Os critérios definidores do perfil de inclusão no Sistema Penitenciário Federal encontram previsão no decreto regulamentar n° 6.877/2009:

Art. 3º Para a inclusão ou transferência, o preso deverá possuir, ao menos, uma das seguintes características:

I — ter desempenhado função de liderança ou participado de forma relevante em organização criminosa;

II — ter praticado crime que coloque em risco a sua integridade física no ambiente prisional de origem;

III — estar submetido ao Regime Disciplinar Diferenciado — RDD;

IV — ser membro de quadrilha ou bando, envolvido na prática reiterada de crimes com violência ou grave ameaça;

V — ser réu colaborador ou delator premiado, desde que essa condição represente risco à sua integridade física no ambiente prisional de origem; ou

VI — estar envolvido em incidentes de fuga, de violência ou de grave indisciplina no sistema prisional de origem.

Os incisos versam sobre perfis que tem por referência definições legais e situacionais, que podem ou não ser considerados de forma cumulativa, da mesma forma, são cabíveis para presos provisórios ou definitivos. Podemos sugerir que os critérios vinculados a descrições legais aparecem de forma mais detida no caso dos incisos III e V portanto, que encontram respaldo em dispositivos legais próprios. Em relação ao perfil do inciso II, na prática, é bastante incomum tal inclusão em presídios federais. Quanto às demais hipóteses, as definições embora estejam associadas a repertórios criminalizantes — dispositivos do Código Penal, de Leis Penais Extravagantes — constituem-se como dispositivos flexíveis e sujeitos a variadas interpretações.

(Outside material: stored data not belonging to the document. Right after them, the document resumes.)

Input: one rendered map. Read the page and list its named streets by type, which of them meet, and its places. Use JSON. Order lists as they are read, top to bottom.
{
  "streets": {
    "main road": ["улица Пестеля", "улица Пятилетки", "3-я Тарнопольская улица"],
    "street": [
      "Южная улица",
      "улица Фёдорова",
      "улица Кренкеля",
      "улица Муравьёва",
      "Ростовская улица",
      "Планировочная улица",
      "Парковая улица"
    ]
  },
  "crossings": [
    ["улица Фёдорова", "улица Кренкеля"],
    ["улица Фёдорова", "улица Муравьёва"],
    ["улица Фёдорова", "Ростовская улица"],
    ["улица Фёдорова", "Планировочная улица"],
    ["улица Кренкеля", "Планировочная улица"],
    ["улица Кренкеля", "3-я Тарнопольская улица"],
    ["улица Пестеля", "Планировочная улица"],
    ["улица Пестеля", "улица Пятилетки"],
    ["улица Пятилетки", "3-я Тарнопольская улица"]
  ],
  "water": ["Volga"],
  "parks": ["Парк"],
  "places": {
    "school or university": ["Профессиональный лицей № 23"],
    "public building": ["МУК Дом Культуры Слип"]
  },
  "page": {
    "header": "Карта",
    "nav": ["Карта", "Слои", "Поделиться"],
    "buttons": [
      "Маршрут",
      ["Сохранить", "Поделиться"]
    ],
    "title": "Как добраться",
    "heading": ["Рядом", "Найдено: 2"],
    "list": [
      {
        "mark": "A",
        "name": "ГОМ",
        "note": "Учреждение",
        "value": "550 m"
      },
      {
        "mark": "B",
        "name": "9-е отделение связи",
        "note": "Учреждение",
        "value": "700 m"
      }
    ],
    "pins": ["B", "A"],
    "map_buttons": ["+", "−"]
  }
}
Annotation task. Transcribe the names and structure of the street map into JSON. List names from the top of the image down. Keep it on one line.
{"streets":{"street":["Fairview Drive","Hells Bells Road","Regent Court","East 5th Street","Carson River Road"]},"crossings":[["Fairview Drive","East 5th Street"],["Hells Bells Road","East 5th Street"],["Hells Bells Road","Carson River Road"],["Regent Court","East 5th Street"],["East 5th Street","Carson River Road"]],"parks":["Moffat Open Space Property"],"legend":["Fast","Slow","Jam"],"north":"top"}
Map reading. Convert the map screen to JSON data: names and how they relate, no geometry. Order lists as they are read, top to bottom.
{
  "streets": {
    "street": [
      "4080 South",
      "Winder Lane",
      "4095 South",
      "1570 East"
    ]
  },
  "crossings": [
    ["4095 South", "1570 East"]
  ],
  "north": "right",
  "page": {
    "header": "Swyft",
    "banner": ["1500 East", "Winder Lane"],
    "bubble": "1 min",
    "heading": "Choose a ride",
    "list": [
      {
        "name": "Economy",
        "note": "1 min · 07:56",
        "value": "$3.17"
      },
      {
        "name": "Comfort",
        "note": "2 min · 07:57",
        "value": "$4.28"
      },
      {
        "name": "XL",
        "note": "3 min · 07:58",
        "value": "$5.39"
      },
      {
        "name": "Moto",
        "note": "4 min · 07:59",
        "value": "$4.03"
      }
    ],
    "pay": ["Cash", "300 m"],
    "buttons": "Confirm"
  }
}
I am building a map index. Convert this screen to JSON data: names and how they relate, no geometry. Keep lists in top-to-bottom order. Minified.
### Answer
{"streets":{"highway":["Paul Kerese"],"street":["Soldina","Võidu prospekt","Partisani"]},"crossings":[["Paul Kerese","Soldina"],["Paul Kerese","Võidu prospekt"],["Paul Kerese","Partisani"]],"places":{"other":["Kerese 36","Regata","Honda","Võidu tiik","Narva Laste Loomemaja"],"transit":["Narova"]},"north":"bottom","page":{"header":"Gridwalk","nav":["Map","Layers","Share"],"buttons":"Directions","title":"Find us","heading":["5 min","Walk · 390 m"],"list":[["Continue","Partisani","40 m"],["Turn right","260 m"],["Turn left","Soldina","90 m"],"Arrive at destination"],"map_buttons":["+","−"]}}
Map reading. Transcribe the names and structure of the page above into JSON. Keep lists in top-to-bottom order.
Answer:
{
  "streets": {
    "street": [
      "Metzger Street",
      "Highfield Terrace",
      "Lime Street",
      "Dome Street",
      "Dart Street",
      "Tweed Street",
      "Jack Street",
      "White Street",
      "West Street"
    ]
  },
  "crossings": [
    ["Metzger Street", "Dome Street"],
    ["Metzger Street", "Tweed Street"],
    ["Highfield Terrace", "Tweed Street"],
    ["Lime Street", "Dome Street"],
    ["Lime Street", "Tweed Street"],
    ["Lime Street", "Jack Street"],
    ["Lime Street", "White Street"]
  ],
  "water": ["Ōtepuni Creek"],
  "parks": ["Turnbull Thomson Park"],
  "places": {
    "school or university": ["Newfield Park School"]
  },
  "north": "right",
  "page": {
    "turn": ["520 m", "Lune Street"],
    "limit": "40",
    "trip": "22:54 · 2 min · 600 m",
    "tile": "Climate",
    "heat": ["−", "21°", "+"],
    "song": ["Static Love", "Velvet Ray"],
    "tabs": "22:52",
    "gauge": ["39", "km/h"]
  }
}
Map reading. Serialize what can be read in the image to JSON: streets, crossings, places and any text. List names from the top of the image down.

Além disso, há as hipóteses de inclusão em razão de situações específicas (VI) ou a constituição de relacionamentos que sejam ilegais e moldáveis às definições como organização/ facção criminosa (inciso I, IV).

É preciso reiterar que os indivíduos custodiados no Sistema Penitenciário Federal quase que em sua totalidade provêm de sistemas prisionais estaduais e que, portanto, já estariam institucionalizados e ambientados, de certo modo, a um tipo de cultura prisional que se distingue daquela produzida nos presídios federais. E apesar das diferenças descritas no perfil de inclusão, deve-se ter em vista que o fator subjacente na maioria dos casos refere-se a ideia (abstrata) de segurança pública. Conforme tipifica a Lei n° 11.671/2003 que trata das inclusões nos presídios federais, em seu art. 3º “Serão incluídos em estabelecimentos penais federais de segurança máxima aqueles para quem a medida se justifique no interesse da segurança pública ou do próprio preso, condenado ou provisório”.

Em termos de rotina, os custodiados permanecem isolados individualmente por 22 horas ao dia. Eles são mantidos em suas celas individuais, que possuem a metragem de 7m² e contam com dormitório, sanitário, chuveiro, pia, mesa e assento todos fixados a estrutura, com horários específicos para as cinco refeições e ligação de água dos chuveiros (DEPEN, 2017). A interação social é garantida por meio do banho de sol diário de duas horas na companhia de até 13 presos da mesma ala de vivência.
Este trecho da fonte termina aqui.